───── Task data ─────

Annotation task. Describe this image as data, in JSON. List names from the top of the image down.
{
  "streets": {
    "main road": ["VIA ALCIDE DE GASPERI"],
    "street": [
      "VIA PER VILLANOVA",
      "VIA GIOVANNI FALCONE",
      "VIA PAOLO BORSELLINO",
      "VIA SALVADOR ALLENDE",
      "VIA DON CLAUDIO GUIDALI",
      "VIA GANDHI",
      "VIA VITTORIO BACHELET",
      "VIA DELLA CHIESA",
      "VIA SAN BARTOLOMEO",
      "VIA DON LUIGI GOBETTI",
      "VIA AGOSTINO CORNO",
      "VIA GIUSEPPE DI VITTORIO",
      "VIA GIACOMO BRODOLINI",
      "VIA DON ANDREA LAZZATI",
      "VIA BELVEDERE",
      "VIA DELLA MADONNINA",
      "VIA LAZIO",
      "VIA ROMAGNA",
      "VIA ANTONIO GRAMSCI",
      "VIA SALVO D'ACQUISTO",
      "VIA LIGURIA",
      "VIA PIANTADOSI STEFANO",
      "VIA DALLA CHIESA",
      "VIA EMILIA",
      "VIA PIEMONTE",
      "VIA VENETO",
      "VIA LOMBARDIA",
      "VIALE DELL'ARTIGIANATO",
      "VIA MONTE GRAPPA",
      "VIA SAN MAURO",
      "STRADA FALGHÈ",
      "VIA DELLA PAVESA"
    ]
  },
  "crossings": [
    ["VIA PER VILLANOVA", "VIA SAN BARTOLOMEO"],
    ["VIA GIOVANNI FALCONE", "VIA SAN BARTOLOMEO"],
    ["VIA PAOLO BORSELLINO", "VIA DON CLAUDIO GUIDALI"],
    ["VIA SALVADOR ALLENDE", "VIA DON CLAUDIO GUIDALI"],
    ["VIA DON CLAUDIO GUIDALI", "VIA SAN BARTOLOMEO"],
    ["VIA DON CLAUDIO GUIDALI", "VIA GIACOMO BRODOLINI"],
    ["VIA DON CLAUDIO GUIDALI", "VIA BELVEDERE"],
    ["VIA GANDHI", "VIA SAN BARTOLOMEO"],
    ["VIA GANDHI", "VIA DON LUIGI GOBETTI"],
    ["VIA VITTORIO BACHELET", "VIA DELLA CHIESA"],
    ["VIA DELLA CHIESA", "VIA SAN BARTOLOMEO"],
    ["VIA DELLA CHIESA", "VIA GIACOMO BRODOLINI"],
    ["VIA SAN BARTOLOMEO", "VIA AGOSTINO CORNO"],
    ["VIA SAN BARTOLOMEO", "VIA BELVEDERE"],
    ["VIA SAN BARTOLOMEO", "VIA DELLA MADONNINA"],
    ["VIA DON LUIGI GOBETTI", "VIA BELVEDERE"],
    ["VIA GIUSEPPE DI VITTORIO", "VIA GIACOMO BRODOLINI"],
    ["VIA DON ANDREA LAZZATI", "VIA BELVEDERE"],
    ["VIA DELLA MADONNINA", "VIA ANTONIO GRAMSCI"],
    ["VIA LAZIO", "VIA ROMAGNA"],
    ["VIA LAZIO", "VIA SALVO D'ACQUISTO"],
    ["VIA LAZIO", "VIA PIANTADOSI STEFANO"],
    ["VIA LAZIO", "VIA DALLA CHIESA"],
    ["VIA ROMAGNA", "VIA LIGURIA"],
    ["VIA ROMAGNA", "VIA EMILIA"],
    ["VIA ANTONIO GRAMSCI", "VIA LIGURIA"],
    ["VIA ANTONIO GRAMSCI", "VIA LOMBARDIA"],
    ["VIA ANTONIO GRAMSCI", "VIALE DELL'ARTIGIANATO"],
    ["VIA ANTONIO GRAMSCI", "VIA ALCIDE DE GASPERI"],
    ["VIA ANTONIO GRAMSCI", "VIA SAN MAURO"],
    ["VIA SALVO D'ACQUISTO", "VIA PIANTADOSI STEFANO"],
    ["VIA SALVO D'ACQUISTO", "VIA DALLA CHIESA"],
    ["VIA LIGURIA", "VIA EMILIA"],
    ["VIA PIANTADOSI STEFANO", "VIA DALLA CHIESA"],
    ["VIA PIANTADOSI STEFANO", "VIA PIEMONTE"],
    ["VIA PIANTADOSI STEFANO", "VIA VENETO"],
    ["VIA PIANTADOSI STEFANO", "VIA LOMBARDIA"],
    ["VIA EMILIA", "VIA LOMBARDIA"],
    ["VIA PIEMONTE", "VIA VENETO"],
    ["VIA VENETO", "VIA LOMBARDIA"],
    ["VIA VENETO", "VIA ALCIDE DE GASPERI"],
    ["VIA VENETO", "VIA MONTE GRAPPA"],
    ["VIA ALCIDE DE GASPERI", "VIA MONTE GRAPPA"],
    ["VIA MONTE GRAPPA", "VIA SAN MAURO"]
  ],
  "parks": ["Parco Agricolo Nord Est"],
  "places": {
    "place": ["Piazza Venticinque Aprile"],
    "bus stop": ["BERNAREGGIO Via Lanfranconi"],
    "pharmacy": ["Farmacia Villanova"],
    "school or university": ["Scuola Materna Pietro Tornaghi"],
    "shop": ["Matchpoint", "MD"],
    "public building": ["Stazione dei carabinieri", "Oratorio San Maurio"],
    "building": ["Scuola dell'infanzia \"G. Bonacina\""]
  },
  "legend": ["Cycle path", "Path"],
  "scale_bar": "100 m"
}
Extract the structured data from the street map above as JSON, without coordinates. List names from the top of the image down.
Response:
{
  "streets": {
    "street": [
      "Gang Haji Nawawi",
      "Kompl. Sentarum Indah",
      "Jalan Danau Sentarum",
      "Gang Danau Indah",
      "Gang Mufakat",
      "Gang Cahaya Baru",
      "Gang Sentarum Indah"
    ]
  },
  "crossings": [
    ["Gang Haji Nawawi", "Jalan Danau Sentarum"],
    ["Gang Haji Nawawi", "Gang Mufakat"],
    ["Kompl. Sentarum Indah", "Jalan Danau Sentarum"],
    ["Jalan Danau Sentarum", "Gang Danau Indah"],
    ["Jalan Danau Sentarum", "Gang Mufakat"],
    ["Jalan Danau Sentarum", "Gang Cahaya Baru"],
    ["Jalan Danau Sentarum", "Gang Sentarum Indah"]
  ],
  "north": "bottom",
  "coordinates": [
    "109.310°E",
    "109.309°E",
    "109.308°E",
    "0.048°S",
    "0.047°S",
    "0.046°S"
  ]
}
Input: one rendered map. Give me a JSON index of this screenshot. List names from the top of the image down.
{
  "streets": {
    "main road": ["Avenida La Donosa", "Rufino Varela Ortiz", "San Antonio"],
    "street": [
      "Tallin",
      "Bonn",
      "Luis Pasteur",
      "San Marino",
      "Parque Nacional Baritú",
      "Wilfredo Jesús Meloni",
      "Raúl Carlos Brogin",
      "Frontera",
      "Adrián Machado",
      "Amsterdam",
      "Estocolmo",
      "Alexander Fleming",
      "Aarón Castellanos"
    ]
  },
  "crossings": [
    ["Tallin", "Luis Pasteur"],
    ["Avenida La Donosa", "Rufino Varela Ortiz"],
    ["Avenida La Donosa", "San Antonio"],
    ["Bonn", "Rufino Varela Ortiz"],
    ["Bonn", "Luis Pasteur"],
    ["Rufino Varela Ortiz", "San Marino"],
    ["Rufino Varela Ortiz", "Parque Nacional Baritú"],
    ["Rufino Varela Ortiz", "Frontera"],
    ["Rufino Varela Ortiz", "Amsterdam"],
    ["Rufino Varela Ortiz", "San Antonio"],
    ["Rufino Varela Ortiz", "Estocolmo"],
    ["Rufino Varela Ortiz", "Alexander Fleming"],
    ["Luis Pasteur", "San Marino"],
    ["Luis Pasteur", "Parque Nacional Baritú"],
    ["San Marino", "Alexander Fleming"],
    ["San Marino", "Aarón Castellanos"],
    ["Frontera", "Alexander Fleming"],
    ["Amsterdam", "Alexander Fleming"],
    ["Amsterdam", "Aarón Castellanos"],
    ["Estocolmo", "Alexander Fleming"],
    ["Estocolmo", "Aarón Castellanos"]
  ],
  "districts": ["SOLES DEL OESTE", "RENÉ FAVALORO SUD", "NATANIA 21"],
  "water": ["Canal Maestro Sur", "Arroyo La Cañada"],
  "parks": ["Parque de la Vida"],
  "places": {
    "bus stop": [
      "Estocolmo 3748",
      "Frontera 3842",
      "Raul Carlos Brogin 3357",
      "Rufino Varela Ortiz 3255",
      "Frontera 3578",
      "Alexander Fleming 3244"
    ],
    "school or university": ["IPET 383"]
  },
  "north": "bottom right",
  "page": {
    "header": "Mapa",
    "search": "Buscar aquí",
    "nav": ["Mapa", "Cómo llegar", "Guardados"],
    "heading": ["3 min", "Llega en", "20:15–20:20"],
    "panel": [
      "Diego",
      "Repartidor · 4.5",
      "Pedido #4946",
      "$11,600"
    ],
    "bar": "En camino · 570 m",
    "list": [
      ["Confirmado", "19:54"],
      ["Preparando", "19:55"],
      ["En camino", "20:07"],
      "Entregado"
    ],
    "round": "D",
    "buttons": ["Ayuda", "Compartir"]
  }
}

─────

* [Problem details]:
Pull out each line of the records holding the string "Cahaya".

* [Answer space]:
      "Gang Cahaya Baru",
    ["Jalan Danau Sentarum", "Gang Cahaya Baru"],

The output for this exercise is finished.